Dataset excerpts
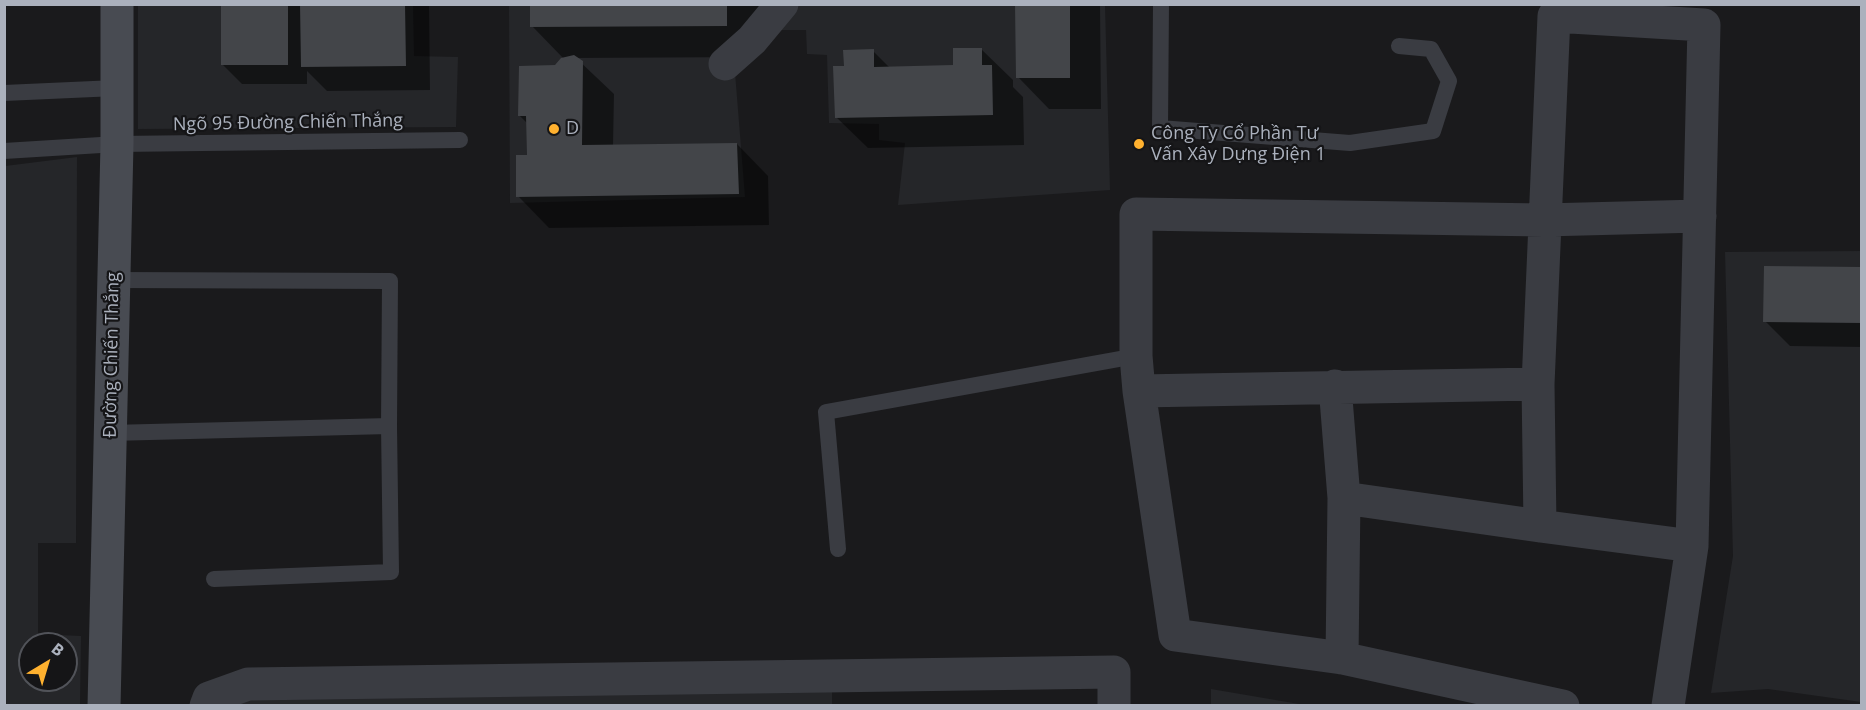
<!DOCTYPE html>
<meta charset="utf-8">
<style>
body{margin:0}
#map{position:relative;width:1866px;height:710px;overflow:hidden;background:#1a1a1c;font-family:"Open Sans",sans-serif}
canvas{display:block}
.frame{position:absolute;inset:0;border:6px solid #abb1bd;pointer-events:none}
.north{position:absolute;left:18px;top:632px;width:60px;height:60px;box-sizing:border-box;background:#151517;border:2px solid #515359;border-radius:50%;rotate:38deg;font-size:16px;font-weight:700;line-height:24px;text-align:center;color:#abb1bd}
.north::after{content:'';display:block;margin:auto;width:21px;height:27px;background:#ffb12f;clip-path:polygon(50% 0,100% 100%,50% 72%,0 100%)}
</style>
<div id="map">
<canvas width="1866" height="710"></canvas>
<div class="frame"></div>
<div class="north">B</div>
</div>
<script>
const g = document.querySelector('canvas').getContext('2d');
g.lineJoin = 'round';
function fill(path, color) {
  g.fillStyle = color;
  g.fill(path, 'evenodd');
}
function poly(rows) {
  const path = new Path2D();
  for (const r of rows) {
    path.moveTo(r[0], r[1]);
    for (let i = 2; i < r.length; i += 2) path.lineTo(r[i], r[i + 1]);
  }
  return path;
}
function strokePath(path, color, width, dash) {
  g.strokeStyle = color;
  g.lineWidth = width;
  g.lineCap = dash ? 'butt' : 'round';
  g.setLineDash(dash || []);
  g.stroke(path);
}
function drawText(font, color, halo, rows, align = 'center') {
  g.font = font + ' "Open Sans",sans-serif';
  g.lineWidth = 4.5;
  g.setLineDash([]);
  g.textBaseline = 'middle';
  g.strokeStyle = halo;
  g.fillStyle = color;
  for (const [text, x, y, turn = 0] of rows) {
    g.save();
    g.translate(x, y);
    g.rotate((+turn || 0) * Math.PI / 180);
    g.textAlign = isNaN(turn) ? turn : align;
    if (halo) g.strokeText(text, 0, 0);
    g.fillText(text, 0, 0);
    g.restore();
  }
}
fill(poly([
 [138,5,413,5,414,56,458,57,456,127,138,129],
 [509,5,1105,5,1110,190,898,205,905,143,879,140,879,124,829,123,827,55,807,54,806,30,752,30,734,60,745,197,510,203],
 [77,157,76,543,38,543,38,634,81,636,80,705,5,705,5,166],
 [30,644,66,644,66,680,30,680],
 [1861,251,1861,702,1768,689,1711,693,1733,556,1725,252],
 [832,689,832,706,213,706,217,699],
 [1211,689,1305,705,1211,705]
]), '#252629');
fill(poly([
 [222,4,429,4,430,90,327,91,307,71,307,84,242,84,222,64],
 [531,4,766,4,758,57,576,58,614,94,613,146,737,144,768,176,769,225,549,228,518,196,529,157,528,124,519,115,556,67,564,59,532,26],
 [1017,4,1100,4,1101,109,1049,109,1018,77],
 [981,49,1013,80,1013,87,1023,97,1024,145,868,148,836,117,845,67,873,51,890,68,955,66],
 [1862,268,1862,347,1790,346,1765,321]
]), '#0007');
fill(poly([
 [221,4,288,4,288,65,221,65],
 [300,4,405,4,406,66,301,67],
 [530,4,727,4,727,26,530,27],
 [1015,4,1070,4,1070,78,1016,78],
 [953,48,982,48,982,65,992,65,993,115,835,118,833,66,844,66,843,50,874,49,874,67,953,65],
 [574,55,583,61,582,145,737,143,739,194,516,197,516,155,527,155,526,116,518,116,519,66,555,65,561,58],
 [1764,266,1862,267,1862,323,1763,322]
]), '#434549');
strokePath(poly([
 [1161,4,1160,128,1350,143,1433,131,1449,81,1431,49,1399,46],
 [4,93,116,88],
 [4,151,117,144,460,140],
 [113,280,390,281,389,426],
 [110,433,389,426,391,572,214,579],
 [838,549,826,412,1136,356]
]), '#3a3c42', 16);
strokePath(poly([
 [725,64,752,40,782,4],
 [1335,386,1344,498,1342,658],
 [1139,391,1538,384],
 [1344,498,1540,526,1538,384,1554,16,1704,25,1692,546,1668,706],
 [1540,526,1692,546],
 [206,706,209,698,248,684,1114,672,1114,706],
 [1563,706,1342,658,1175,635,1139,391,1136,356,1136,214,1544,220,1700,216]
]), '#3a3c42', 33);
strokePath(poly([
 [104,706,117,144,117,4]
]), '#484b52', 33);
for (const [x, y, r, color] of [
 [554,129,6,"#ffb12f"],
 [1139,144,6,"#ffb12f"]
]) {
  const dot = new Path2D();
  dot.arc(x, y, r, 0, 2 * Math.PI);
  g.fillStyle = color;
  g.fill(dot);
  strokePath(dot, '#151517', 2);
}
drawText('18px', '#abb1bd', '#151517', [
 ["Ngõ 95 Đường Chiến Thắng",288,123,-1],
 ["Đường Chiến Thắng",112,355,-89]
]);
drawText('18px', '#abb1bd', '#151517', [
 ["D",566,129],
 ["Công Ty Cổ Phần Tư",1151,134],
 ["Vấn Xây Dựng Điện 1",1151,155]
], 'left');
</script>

* * *

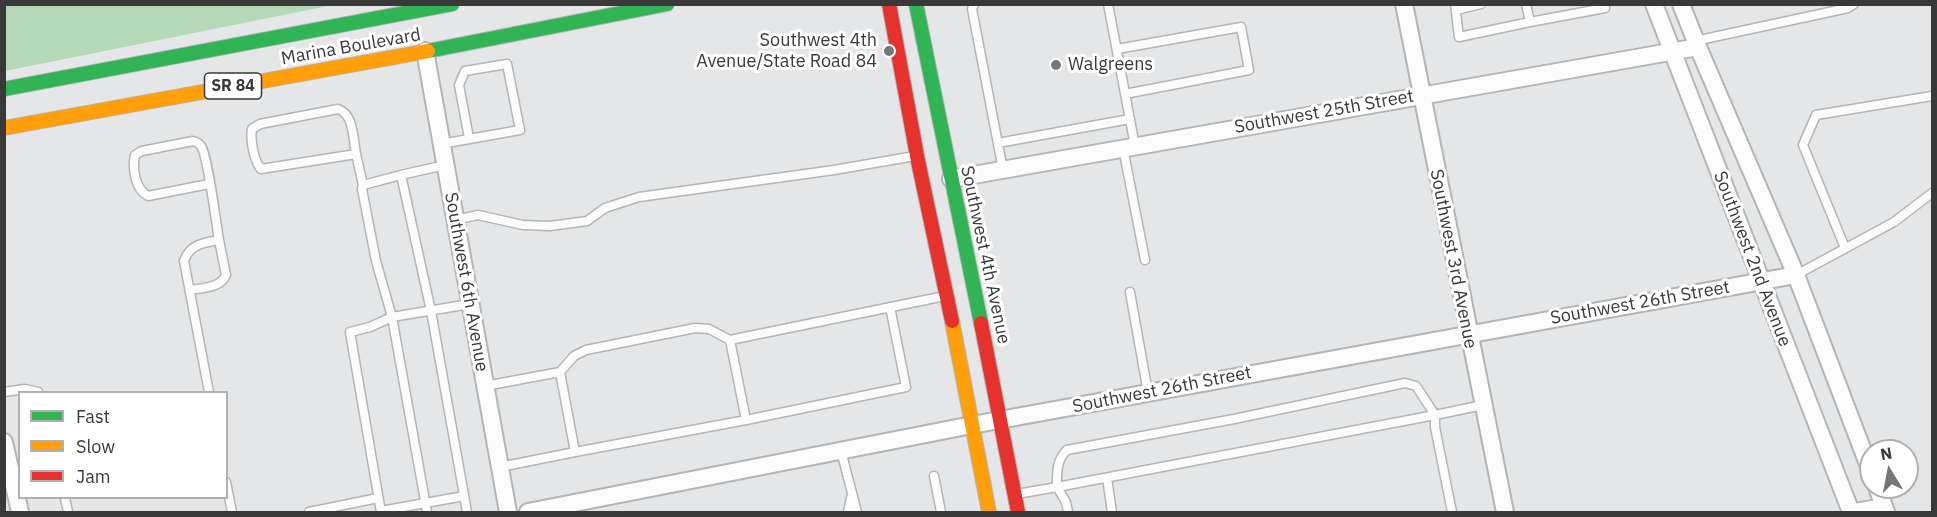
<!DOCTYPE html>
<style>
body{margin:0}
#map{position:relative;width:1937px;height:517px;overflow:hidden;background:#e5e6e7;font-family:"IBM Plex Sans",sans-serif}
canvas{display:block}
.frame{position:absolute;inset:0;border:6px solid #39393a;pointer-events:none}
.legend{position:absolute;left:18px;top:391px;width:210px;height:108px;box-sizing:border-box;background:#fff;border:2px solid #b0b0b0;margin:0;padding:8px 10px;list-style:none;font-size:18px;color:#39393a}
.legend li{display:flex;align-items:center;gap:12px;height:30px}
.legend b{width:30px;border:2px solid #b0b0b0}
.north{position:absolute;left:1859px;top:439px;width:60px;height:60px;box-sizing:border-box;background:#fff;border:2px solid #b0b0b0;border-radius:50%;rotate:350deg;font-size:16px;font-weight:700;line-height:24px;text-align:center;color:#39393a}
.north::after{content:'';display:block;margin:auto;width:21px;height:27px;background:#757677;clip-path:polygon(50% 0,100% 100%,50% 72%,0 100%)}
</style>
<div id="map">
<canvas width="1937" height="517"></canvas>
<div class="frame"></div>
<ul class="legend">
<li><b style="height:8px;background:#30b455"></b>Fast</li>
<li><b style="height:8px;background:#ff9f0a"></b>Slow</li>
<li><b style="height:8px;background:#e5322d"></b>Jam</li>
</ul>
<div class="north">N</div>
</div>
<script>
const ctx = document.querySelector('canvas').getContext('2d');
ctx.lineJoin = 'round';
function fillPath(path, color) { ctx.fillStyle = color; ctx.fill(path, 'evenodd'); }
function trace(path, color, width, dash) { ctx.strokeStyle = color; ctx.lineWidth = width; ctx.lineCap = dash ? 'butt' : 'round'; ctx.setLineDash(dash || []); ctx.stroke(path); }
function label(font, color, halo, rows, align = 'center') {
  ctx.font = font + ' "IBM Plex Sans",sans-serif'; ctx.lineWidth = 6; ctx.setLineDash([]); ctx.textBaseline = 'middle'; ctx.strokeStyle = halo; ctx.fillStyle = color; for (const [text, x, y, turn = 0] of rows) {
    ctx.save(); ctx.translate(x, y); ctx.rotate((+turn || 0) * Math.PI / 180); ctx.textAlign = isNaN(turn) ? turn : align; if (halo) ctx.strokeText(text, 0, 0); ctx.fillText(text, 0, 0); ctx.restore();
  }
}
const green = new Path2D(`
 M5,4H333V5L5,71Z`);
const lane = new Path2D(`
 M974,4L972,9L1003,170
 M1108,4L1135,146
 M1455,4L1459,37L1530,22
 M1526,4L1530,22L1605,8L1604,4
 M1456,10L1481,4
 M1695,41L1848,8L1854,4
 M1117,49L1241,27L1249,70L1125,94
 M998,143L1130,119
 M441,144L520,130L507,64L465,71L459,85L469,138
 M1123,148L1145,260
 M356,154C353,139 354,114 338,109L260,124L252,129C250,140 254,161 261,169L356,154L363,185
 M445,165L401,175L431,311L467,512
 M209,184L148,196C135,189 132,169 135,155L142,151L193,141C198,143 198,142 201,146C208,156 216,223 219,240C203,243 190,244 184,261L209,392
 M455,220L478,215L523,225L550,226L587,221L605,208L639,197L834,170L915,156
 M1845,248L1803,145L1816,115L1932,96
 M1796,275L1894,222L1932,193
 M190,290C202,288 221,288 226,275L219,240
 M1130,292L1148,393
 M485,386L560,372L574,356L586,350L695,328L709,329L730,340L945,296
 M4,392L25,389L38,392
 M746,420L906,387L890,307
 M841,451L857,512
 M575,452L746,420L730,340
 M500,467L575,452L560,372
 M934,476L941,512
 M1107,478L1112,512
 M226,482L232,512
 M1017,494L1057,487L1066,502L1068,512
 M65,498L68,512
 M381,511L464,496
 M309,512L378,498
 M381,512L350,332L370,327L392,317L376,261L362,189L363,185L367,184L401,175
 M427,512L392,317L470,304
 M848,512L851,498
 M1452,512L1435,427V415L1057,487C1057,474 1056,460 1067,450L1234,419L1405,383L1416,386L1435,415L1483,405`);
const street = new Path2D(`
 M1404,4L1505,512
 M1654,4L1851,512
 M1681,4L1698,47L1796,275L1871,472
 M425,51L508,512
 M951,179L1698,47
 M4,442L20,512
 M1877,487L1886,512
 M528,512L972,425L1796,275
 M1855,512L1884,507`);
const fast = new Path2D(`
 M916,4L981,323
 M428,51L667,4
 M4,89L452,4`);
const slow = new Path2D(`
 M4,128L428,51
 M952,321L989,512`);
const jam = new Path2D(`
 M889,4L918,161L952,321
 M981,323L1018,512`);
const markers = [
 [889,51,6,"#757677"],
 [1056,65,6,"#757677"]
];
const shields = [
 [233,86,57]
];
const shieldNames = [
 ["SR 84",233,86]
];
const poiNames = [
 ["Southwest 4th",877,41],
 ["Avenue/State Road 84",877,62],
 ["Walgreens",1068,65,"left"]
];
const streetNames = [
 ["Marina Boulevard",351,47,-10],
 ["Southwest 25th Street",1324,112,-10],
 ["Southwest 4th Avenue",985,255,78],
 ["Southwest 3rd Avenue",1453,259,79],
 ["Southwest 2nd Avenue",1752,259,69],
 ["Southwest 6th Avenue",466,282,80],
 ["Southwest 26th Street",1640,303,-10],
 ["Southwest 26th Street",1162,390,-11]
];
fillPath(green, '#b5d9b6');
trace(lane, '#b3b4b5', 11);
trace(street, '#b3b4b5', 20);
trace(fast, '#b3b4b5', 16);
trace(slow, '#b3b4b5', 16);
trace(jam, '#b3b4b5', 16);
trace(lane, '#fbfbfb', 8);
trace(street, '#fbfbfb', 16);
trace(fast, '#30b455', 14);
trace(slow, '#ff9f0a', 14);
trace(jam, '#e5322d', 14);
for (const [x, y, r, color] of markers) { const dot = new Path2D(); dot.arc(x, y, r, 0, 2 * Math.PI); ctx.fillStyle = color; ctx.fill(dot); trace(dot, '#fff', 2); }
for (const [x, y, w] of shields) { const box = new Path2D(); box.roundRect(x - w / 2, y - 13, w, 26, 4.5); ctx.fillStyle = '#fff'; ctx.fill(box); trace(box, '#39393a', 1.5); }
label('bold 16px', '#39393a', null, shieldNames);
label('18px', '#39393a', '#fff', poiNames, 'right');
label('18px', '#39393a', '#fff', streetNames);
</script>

AIM OF THE EXERCISE:
Please reproduce the lines from the line with "const ctx = document.querySelector('canvas').getContext('2d');" to the line with "M1877,487L1886,512", both ends included, exactly as they appear above.

COMPLETED TASK:
const ctx = document.querySelector('canvas').getContext('2d');
ctx.lineJoin = 'round';
function fillPath(path, color) { ctx.fillStyle = color; ctx.fill(path, 'evenodd'); }
function trace(path, color, width, dash) { ctx.strokeStyle = color; ctx.lineWidth = width; ctx.lineCap = dash ? 'butt' : 'round'; ctx.setLineDash(dash || []); ctx.stroke(path); }
function label(font, color, halo, rows, align = 'center') {
  ctx.font = font + ' "IBM Plex Sans",sans-serif'; ctx.lineWidth = 6; ctx.setLineDash([]); ctx.textBaseline = 'middle'; ctx.strokeStyle = halo; ctx.fillStyle = color; for (const [text, x, y, turn = 0] of rows) {
    ctx.save(); ctx.translate(x, y); ctx.rotate((+turn || 0) * Math.PI / 180); ctx.textAlign = isNaN(turn) ? turn : align; if (halo) ctx.strokeText(text, 0, 0); ctx.fillText(text, 0, 0); ctx.restore();
  }
}
const green = new Path2D(`
 M5,4H333V5L5,71Z`);
const lane = new Path2D(`
 M974,4L972,9L1003,170
 M1108,4L1135,146
 M1455,4L1459,37L1530,22
 M1526,4L1530,22L1605,8L1604,4
 M1456,10L1481,4
 M1695,41L1848,8L1854,4
 M1117,49L1241,27L1249,70L1125,94
 M998,143L1130,119
 M441,144L520,130L507,64L465,71L459,85L469,138
 M1123,148L1145,260
 M356,154C353,139 354,114 338,109L260,124L252,129C250,140 254,161 261,169L356,154L363,185
 M445,165L401,175L431,311L467,512
 M209,184L148,196C135,189 132,169 135,155L142,151L193,141C198,143 198,142 201,146C208,156 216,223 219,240C203,243 190,244 184,261L209,392
 M455,220L478,215L523,225L550,226L587,221L605,208L639,197L834,170L915,156
 M1845,248L1803,145L1816,115L1932,96
 M1796,275L1894,222L1932,193
 M190,290C202,288 221,288 226,275L219,240
 M1130,292L1148,393
 M485,386L560,372L574,356L586,350L695,328L709,329L730,340L945,296
 M4,392L25,389L38,392
 M746,420L906,387L890,307
 M841,451L857,512
 M575,452L746,420L730,340
 M500,467L575,452L560,372
 M934,476L941,512
 M1107,478L1112,512
 M226,482L232,512
 M1017,494L1057,487L1066,502L1068,512
 M65,498L68,512
 M381,511L464,496
 M309,512L378,498
 M381,512L350,332L370,327L392,317L376,261L362,189L363,185L367,184L401,175
 M427,512L392,317L470,304
 M848,512L851,498
 M1452,512L1435,427V415L1057,487C1057,474 1056,460 1067,450L1234,419L1405,383L1416,386L1435,415L1483,405`);
const street = new Path2D(`
 M1404,4L1505,512
 M1654,4L1851,512
 M1681,4L1698,47L1796,275L1871,472
 M425,51L508,512
 M951,179L1698,47
 M4,442L20,512
 M1877,487L1886,512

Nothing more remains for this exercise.